Nossa musa Fernanda Torres emagreceu 10 Kg para interpretar Eunice Paiva. Perto das atrizes que desfilavam pelo tapete vermelho do Oscar, ela parecia estar “acima do peso”. Fernanda é elegante e tem carne —encarnou Eunice sem falta nem excessos. Demi Moore, que já era magra, apareceu substancialmente mais magra. De Nicole Kidman, que já era esquelética, só sobraram clavículas e bochechas preenchidas. Ariana Grande encolheu de PP para PPP. Sua colega de Wicked, Cynthia Erivo, que já declarou que adora batatas fritas, teve que substituí-las por folhas de rúcula para caber no vestido e sair bem nas fotos. São atrizes lindas, talentosas e inteligentes, que estão deixando seus corpos se definhar a níveis perturbadores de magreza.
Se havia alguma consistência no movimento da positividade corporal, hoje ele perdeu todo o seu peso —não resisti ao trocadilho. A perigosa crença de que magreza é sinônimo de beleza voltou com força.
Quer uma prova? Fique dez minutos no balcão de uma farmácia e você certamente ouvirá a palavra Ozempic —ou similares como Wegovy e Mounjaro. A onda insana do uso de drogas injetáveis para fins estéticos sepultou de vez a positividade corporal e deu uma canetada —outro trocadilho irresistível— na ideia da valorização do corpo com suas características próprias. A tirania dos padrões estéticos continua esmagando sobretudo as mulheres.
A verdade é que o uso indiscriminado do Ozempic é uma das provas de que o movimento de positividade corporal foi uma farsa. Apesar da boa intenção por trás de lemas fofos como “faça o que te faz sentir bem”, “todos os corpos são lindos” e “meu tamanho não é meu valor”, as mulheres não abraçaram as suas estrias, não amaram as suas curvas e não celebraram seus corpos fora dos moldes e medidas: mudanças não acontecem por sentenças motivacionais. Seria ingênuo acreditar que mensagens tão insossas e genéricas sobre a nossa complexa relação com a imagem corporal teriam força para competir com os padrões estreitos de beleza tão enraizados na magreza.
Vamos deixar claro. Não sou anti-Ozempic. Muito pelo contrário, devemos celebrar esse medicamento revolucionário, que beneficia tanta gente e trouxe grandes transformações na saúde. Eu, que tento despistar a gordura que a menopausa misteriosamente insiste em jogar para minha cintura, guardo a possibilidade de me socorrer das canetas para quando meus botões derem sinais de exaustão.

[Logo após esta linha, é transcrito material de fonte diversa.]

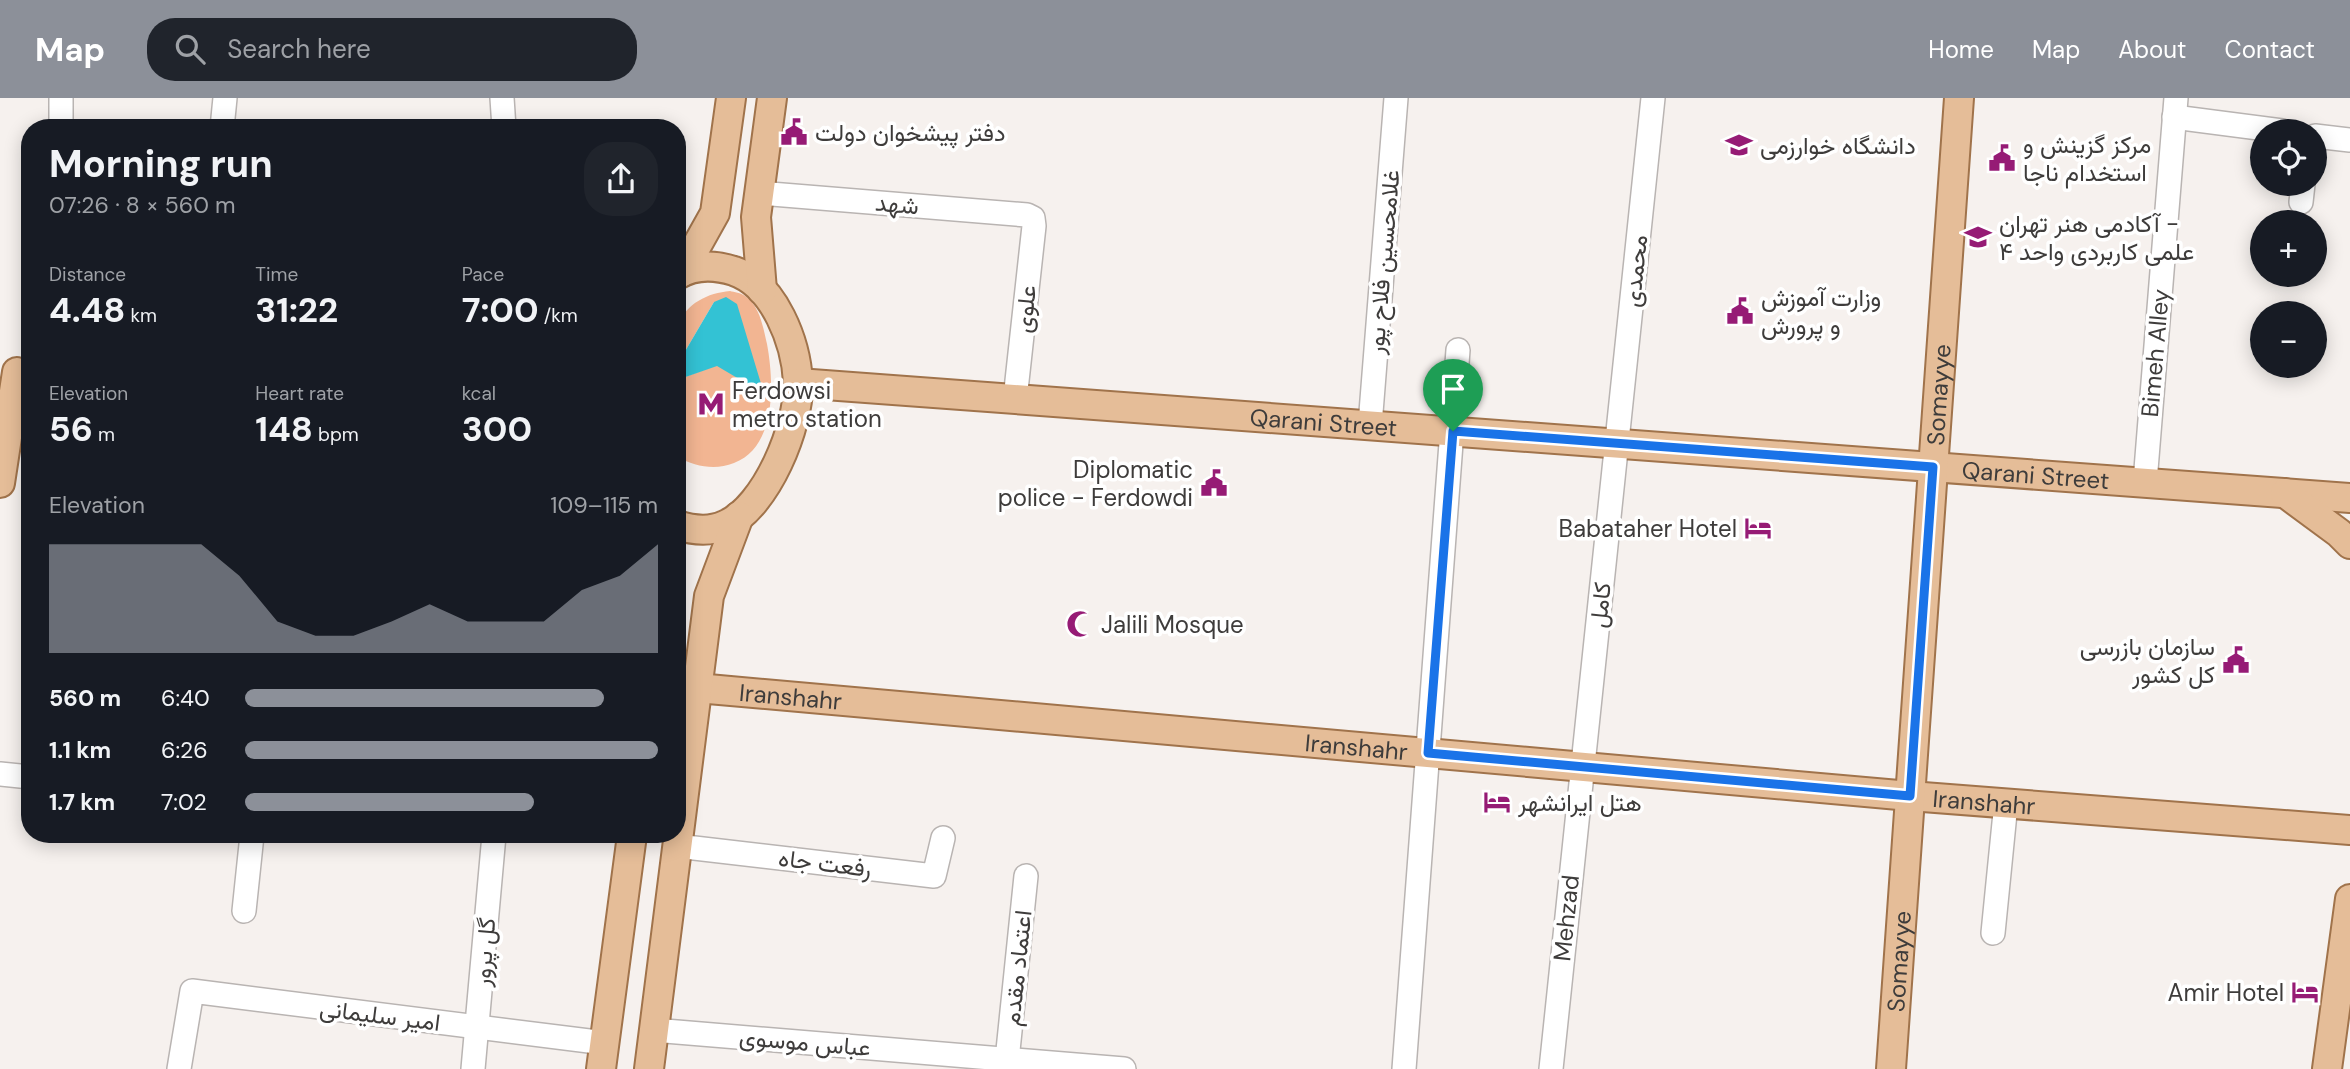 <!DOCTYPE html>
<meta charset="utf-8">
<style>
body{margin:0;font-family:"DM Sans",Vazirmatn,sans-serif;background:#20242c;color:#f1f3f6;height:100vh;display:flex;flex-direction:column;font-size:26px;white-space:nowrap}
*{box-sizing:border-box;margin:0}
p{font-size:23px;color:#9ea1a6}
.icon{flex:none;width:38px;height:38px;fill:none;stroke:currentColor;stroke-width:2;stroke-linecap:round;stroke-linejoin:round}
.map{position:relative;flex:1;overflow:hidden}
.drawer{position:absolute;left:21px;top:21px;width:665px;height:724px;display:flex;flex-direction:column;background:#171b24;border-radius:28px;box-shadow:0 4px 18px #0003}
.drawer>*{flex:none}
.fabs{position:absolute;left:2250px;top:21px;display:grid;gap:14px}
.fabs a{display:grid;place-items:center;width:77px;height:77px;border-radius:50%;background:#171b24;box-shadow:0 4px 18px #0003;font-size:35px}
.pin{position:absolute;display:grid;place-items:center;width:60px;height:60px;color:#fff;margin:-72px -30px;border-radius:50% 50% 50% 0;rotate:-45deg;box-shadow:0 0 7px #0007}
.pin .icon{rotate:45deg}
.round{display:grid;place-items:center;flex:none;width:74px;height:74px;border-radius:28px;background:#20242c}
.summary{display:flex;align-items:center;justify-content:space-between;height:119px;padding:0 28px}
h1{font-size:38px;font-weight:700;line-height:52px}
.metrics{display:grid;grid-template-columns:repeat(3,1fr);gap:10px;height:119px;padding:7px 28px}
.metrics div{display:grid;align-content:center}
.metrics b{font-size:35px;font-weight:700}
.metrics small{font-size:19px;font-weight:400}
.metrics p{font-size:19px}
.chart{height:196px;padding:14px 28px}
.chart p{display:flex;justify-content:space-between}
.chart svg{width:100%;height:126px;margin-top:7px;fill:#8c9099;opacity:.7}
ul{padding:0 28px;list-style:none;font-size:23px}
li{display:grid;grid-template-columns:112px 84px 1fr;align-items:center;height:52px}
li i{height:18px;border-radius:9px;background:#8c9099}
header{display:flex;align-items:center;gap:42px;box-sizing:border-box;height:98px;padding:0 35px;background:#8c9099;color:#fff}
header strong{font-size:33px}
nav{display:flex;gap:38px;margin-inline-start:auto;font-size:24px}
.search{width:490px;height:63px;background:#20242c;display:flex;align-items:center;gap:18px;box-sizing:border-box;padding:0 24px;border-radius:28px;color:#9ea1a6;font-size:26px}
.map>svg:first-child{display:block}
.green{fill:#f2b592}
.water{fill:#33c2d4}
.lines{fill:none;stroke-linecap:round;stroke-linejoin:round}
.minor-casing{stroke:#b9b4b2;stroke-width:26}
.major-casing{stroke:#a0734b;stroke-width:32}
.minor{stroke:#fff;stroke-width:23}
.major{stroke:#e5bd98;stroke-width:28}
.route-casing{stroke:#fff;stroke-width:14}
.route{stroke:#1a73e8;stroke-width:9}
.labels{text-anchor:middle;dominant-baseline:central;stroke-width:7;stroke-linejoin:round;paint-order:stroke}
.poi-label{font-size:24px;fill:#3e3c3b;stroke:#fff;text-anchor:start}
.street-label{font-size:24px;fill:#3e3c3b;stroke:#fff}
</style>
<header>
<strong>Map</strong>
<div class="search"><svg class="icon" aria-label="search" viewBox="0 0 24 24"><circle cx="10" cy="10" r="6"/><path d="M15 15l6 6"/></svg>Search here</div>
<nav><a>Home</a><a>Map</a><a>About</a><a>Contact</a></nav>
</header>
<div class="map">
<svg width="2350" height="971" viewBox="0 0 2350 971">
<rect width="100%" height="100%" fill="#f6f1ee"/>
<path class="green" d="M730 193C734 194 741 195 745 198 760 208 763 229 767 246 774 283 777 349 734 365 714 373 695 368 677 359V282L717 267 756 291 714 204 677 267C677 255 674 239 678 228 686 205 708 195 730 193Z"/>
<polygon class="water" points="726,199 737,206 762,289 756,291 717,268 677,282 677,267 714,204"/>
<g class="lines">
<defs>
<g id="minor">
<polyline points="61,0 61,30"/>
<polyline points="502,0 504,30"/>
<polyline points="2174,19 2282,33"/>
<polyline points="222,30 225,0"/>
<polyline points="2315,38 2350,42"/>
<polyline points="759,95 1027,117 1033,120 1034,128 1015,301"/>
<polyline points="2301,104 2303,86"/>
<polyline points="1370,327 1396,0"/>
<polyline points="2145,384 2176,0"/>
<polyline points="0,676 30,679"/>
<polyline points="677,748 934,778 943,740"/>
<polyline points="244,813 252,737"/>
<polyline points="1993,835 2006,705"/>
<polyline points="653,932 1124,971"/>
<polyline points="1007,962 1026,778"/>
<polyline points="179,971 192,893 605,945"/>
<polyline points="473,971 494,737"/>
<polyline points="1404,971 1458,252"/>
<polyline points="1551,971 1653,0"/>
</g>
<g id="major">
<polyline points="682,174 715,115 731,0"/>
<path d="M677 177C695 166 715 167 734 173 775 187 796 245 798 284 800 327 766 410 725 427 710 434 692 432 677 427"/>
<polyline points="762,192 756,119 772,0"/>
<path id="s1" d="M798 285 2350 400"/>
<polyline points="0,385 17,274"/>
<polyline points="2285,395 2339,435 2350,446"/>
<path id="s2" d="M697 590 1910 698 2350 732"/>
<polyline points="601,971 632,737"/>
<polyline points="649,971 709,498 739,418"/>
<path id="s3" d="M1891 971 1959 0"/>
<polyline points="2327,971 2350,801"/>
</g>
</defs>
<use href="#minor" class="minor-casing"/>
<use href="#major" class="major-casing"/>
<use href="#minor" class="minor"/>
<use href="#major" class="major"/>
</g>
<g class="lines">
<defs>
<polygon id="route" points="1453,333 1933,369 1910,698 1428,655"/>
</defs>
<use href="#route" class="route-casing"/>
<use href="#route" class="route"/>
</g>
<defs>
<symbol id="civic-bare" viewBox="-9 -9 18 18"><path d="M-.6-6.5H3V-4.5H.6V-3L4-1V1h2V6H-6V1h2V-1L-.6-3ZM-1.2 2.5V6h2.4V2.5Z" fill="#961b75" stroke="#fff" stroke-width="2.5" paint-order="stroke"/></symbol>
<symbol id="university-bare" viewBox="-9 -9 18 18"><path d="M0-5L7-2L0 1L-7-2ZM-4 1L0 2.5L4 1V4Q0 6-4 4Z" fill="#961b75" stroke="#fff" stroke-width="2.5" paint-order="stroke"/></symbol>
<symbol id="metro-bare" viewBox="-9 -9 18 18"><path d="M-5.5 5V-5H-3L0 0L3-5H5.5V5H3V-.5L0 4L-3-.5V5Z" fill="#961b75" stroke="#fff" stroke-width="2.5" paint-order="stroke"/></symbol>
<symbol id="hotel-bare" viewBox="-9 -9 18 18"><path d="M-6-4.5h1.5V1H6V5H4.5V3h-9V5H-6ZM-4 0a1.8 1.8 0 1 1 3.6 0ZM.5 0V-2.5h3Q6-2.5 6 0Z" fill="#961b75" stroke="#fff" stroke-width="2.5" paint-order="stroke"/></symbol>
<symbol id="mosque-bare" viewBox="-9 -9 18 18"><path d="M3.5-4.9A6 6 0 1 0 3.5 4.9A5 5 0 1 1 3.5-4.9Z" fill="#961b75" stroke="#fff" stroke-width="2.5" paint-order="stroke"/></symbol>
</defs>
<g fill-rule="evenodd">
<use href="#civic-bare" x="775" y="15" width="38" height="38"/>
<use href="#university-bare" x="1720" y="28" width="38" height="38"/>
<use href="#civic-bare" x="1983" y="41" width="38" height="38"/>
<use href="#university-bare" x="1959" y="120" width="38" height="38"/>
<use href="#civic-bare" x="1721" y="194" width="38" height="38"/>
<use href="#metro-bare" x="692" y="287" width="38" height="38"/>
<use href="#civic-bare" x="1195" y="366" width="38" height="38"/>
<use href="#hotel-bare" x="1739" y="411" width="38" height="38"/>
<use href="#mosque-bare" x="1061" y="507" width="38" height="38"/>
<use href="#civic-bare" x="2217" y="543" width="38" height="38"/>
<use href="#hotel-bare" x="1478" y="685" width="38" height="38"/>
<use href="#hotel-bare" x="2286" y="875" width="38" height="38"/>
</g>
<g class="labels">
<g class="poi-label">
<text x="815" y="34">دفتر پیشخوان دولت</text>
<text x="2023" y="46">مرکز گزینش و<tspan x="2023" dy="28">استخدام ناجا</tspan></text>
<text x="1760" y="47">دانشگاه خوارزمی</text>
<text x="1999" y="125">آکادمی هنر تهران -<tspan x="1999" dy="28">علمی کاربردی واحد ۴</tspan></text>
<text x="1761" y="199">وزارت آموزش<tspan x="1761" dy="28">و پرورش</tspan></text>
<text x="732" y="292">Ferdowsi<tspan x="732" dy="28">metro station</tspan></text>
<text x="1193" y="371" text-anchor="end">Diplomatic<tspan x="1193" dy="28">police - Ferdowdi</tspan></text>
<text x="1737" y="430" text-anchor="end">Babataher Hotel</text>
<text x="1101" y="526">Jalili Mosque</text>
<text x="2215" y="548" text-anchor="end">سازمان بازرسی<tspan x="2215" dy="28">کل کشور</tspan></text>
<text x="1518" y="704">هتل ایرانشهر</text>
<text x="2284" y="894" text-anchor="end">Amir Hotel</text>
</g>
<g class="street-label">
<text transform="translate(897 106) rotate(5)">شهد</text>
<text transform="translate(1383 164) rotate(-85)">غلامحسین فلاح‌ پور</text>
<text transform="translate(1635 173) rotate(-84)">محمدی</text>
<text transform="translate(1025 211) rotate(-84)">علوی</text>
<text transform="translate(2155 255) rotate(-85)">Bimeh Alley</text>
<text stroke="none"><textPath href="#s3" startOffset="676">Somayye</textPath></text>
<text stroke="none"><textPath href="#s1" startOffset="527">Qarani Street</textPath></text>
<text stroke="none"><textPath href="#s1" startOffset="1241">Qarani Street</textPath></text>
<text transform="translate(1600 507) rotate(-84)">کامل</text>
<text stroke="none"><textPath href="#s2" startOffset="94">Iranshahr</textPath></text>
<text stroke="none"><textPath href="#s2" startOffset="662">Iranshahr</textPath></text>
<text stroke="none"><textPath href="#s2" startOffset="1292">Iranshahr</textPath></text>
<text transform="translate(825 765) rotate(7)">رفعت جاه</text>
<text transform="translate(1566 820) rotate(-84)">Mehzad</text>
<text transform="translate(484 854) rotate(-85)">گل پرور</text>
<text stroke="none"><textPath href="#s3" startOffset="108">Somayye</textPath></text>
<text transform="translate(1017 870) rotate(-84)">اعتماد مقدم</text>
<text transform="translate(380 917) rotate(7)">امیر سلیمانی</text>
<text transform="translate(805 944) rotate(5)">عباس موسوی</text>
</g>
</g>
</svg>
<div class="fabs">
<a><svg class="icon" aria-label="locate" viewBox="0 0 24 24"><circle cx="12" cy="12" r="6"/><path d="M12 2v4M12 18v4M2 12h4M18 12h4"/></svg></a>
<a>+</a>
<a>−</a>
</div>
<div class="pin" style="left:1453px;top:333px;background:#1e9e55"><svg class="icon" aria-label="arrive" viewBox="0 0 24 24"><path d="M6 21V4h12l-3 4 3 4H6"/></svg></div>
<section class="drawer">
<div class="summary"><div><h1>Morning run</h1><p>07:26 · 8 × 560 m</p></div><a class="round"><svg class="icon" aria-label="share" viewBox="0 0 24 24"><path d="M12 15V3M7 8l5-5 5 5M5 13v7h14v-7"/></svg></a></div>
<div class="metrics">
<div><p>Distance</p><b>4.48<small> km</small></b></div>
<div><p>Time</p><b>31:22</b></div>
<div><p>Pace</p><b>7:00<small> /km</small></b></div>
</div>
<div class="metrics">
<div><p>Elevation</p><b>56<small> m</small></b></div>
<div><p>Heart rate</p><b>148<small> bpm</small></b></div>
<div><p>kcal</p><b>300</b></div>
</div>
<div class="chart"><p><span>Elevation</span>109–115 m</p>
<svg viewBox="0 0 160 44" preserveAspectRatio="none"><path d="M0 44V6L10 6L20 6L30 6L40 6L50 17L60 33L70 38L80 38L90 33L100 27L110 33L120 33L130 33L140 22L150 17L160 6V44z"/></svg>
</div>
<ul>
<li><b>560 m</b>6:40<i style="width:87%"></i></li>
<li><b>1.1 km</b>6:26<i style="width:100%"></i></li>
<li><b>1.7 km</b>7:02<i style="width:70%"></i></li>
</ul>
</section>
</div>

Meu ponto aqui são os efeitos colaterais que vão muito além da saúde física. Por mais conscientes que sejamos, a popularização da semaglutida foi a última palavra na declaração de guerra contra a gordura e a confirmação do culto à magreza.
Um dos piores efeitos dessa mentalidade é a percepção distorcida do próprio corpo, que afeta principalmente jovens, que são mais vulneráveis a sofrer transtornos alimentares. Essa distorção é reflexo de uma distorção ainda maior: sob o pretexto da falsa ideia de “autocuidado”, a tal da positividade corporal foi insidiosamente desvirtuada para legitimar a busca obsessiva por um corpo considerado “perfeito” —e, portanto, inalcançável.
É uma busca sem fim, que nos faz perder de vista o verdadeiro significado de saúde, bem-estar e até da própria beleza.
Gosto não se discute, mas quem consegue achar normal essa falta de bundas e sobra de ossos saltados como sinônimo de elegância?